* **Directions for this task**: In the data below, find every line with the word "from" and copy it out.

Collected data
- - - - - - -
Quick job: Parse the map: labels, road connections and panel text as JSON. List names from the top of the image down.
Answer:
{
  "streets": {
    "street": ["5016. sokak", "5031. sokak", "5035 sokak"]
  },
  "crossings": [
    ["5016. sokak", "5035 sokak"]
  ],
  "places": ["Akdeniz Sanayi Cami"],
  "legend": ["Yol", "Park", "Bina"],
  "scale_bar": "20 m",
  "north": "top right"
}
- - - - - - -
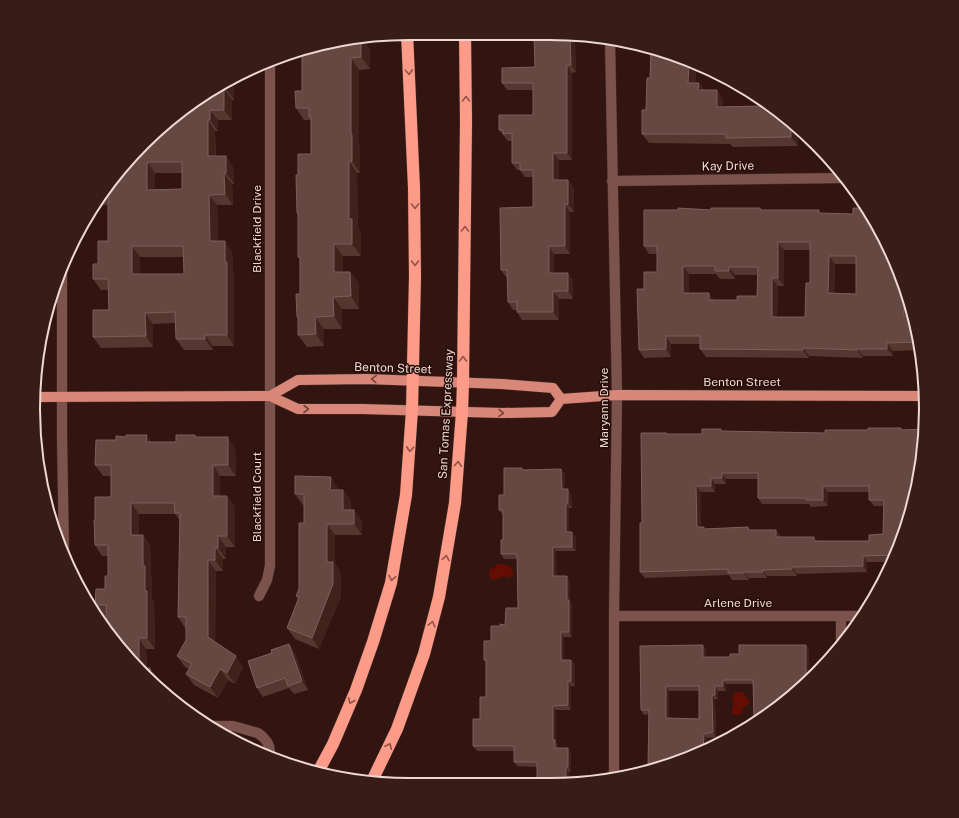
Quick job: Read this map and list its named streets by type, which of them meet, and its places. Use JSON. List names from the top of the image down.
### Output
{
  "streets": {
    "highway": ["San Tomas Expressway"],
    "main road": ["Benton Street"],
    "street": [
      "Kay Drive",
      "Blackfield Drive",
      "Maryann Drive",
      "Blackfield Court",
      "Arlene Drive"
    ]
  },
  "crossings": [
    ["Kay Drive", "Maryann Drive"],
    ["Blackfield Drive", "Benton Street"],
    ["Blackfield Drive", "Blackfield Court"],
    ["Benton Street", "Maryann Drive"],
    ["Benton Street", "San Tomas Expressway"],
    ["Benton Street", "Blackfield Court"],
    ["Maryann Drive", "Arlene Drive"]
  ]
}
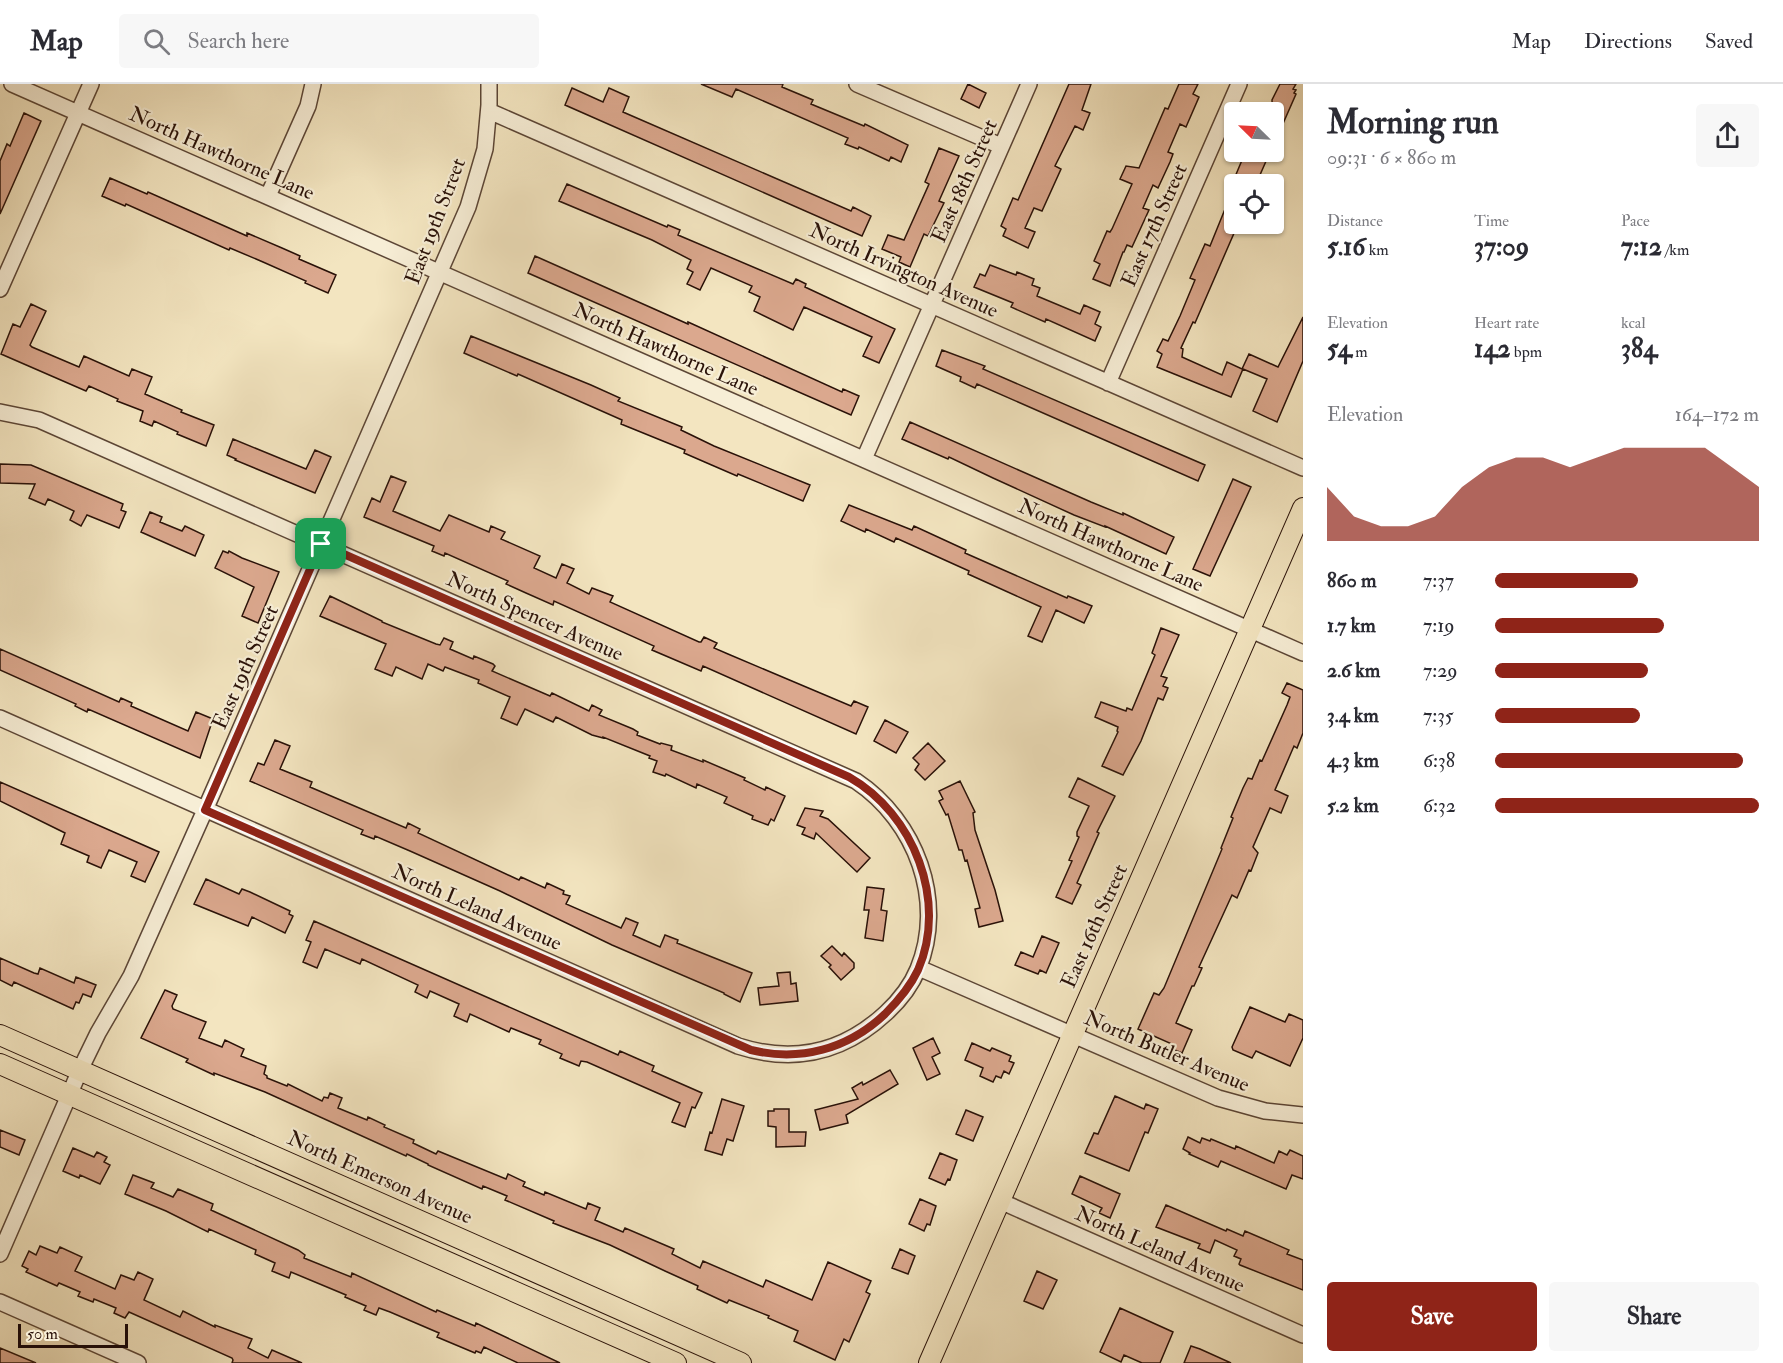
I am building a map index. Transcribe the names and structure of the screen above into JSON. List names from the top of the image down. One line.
- - - - - - -
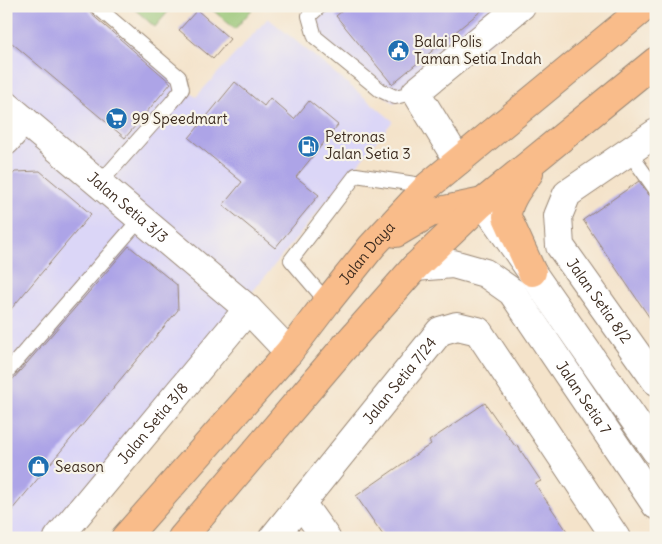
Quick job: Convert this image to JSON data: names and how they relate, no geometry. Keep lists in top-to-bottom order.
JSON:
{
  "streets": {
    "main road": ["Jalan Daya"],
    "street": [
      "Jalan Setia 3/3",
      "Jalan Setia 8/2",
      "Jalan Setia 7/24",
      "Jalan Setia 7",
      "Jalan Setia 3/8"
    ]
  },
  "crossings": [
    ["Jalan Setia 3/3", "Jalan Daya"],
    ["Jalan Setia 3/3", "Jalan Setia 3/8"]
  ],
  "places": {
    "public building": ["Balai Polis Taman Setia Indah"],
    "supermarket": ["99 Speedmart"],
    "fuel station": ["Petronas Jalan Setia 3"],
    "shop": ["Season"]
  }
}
- - - - - - -
* **Task solution**:
Quick job: Parse the map: labels, road connections and panel text as JSON. List names from the top of the image down.
Quick job: Read this map and list its named streets by type, which of them meet, and its places. Use JSON. List names from the top of the image down.
I am building a map index. Transcribe the names and structure of the screen above into JSON. List names from the top of the image down. One line.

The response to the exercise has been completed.